La primera entrega de la serie sobre Julio César

Julio César es solo un joven abogado arruinado en una Roma corrupta y violenta. Su familia ha sido proscrita, su fortuna confiscada, su vida amenazada. Nadie apostaría por él. Pero César tiene algo que sus enemigos no comprenden: una ambición infinita y una mente brillante. Esta es la historia de cómo un joven sin futuro se convirtió en el hombre cuyo nombre se convirtió en sinónimo de emperador.

Publicación
2022
Páginas
752
Periodo
80-63 a.C.

El abogado sin fortuna: los años de aprendizaje de Julio César

Roma soy yo abre la Trilogía del Ascenso con la juventud de Julio César en la Roma que dejó la dictadura de Sila. La novela sigue a un joven de unos veinte años, perseguido por el régimen silano y con su vida en peligro por sus vínculos familiares con el bando derrotado, hasta el juicio del 77 a.C.: con solo veintitrés años y sin fortuna ni cargos, actuó como acusador en el proceso por corrupción contra el exgobernador Cneo Cornelio Dolabela.

El trasfondo histórico

El tribunal de los gobernadores

El proceso contra Cneo Cornelio Dolabela, acusado de extorsión durante su gobierno de Macedonia, se sustanció ante la quaestio de repetundis, el tribunal permanente que juzgaba la corrupción de los gobernadores provinciales. Sila había reorganizado esta jurisdicción hacia el 81 a.C. mediante la Lex Cornelia de repetundis, que mantenía un jurado compuesto exclusivamente por senadores, elegidos por sorteo, y sumaba a la restitución económica la pena de interdicción del agua y el fuego, es decir, el destierro. Bajo esa misma ley serían procesados en los años siguientes otros gobernadores acusados de extorsión, entre ellos Cayo Verres, a quien Cicerón llevó a juicio en el 70 a.C. El caso de Dolabela ilustra un mecanismo pensado para responsabilizar a la élite gobernante ante las provincias que administraba, aunque, como demostró el propio proceso —que terminó en absolución—, la composición senatorial del jurado solía favorecer a los acusados de su misma clase.

Un edificio institucional que no sobrevivió una generación

La Roma en la que César inicia su carrera vivía bajo el orden que Sila había impuesto tras su dictadura: un Senado ampliado a unos seiscientos miembros, unos tribunos de la plebe despojados de buena parte de sus antiguas atribuciones y unos tribunales devueltos al control de la clase senatorial.
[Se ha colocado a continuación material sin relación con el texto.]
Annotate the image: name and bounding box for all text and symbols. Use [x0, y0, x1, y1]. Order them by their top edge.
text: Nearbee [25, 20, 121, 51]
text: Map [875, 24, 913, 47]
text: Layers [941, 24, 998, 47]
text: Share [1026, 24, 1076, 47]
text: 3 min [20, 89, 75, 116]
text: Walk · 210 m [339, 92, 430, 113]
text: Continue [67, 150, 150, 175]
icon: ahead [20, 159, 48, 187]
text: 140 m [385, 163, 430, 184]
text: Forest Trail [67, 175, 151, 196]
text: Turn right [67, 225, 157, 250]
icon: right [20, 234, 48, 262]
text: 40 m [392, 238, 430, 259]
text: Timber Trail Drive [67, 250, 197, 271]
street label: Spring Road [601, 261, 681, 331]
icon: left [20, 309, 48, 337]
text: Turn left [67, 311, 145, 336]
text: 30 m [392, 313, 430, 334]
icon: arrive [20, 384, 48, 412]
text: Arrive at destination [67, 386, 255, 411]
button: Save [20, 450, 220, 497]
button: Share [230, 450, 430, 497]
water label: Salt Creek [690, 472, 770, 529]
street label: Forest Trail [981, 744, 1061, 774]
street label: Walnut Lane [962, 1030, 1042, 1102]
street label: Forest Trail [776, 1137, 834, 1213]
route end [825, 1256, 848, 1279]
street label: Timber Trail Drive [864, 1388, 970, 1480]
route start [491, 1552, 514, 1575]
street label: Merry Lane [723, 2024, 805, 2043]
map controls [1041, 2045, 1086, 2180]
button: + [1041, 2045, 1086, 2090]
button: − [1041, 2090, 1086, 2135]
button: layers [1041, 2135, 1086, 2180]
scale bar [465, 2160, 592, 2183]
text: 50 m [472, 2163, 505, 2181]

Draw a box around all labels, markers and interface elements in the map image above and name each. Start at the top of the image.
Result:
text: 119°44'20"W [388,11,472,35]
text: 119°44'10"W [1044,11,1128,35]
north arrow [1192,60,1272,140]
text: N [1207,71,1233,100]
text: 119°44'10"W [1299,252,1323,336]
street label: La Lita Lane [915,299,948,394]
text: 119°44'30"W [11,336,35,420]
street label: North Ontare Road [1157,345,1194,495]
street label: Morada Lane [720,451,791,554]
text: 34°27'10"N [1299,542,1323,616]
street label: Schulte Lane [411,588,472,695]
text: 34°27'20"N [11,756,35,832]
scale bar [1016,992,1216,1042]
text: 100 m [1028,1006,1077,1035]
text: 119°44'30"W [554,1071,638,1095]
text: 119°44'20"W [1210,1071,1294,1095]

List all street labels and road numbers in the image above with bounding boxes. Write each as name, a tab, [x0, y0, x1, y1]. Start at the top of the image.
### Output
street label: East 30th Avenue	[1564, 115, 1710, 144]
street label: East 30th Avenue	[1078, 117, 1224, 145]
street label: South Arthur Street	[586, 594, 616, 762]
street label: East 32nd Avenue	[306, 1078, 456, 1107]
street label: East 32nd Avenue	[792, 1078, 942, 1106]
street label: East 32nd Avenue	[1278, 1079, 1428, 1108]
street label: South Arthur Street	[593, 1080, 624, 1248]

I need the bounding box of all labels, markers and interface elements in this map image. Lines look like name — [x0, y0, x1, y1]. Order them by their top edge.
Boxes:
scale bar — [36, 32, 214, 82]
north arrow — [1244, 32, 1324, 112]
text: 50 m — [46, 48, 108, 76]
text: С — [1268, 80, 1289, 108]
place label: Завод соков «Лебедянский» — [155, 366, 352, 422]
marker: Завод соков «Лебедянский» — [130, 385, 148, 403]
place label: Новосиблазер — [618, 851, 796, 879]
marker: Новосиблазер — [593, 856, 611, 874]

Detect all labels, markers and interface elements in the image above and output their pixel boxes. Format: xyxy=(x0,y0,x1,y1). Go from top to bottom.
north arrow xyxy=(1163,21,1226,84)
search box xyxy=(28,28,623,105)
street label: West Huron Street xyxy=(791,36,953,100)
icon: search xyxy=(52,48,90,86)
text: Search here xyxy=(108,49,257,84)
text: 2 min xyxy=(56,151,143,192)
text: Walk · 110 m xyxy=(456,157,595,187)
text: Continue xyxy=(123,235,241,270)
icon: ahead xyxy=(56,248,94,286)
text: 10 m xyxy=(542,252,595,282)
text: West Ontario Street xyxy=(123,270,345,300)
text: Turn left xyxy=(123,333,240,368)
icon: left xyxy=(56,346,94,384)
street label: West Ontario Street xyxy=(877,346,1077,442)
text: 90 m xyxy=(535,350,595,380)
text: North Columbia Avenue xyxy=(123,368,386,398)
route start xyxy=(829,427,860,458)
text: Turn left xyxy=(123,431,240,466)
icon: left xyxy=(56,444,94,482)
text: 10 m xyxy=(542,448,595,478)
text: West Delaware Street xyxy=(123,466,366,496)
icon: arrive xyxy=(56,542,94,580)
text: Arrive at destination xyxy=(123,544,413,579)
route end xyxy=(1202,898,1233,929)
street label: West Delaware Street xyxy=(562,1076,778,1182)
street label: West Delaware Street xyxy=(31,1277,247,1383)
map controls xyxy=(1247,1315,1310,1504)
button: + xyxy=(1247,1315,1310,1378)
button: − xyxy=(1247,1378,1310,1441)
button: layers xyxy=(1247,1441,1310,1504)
Ese edificio resultó, sin embargo, efímero: en el 70 a.C., apenas ocho años después de la muerte de Sila, durante el consulado conjunto de Pompeyo y Craso se restituyó el poder tribunicio y se reformaron los jurados —mediante la Lex Aurelia— para dar entrada también a los caballeros, deshaciendo dos de los pilares del sistema silano. Es el marco en el que maduró políticamente la generación de César: una legalidad que ellos mismos, ya adultos, contribuirían a desmontar.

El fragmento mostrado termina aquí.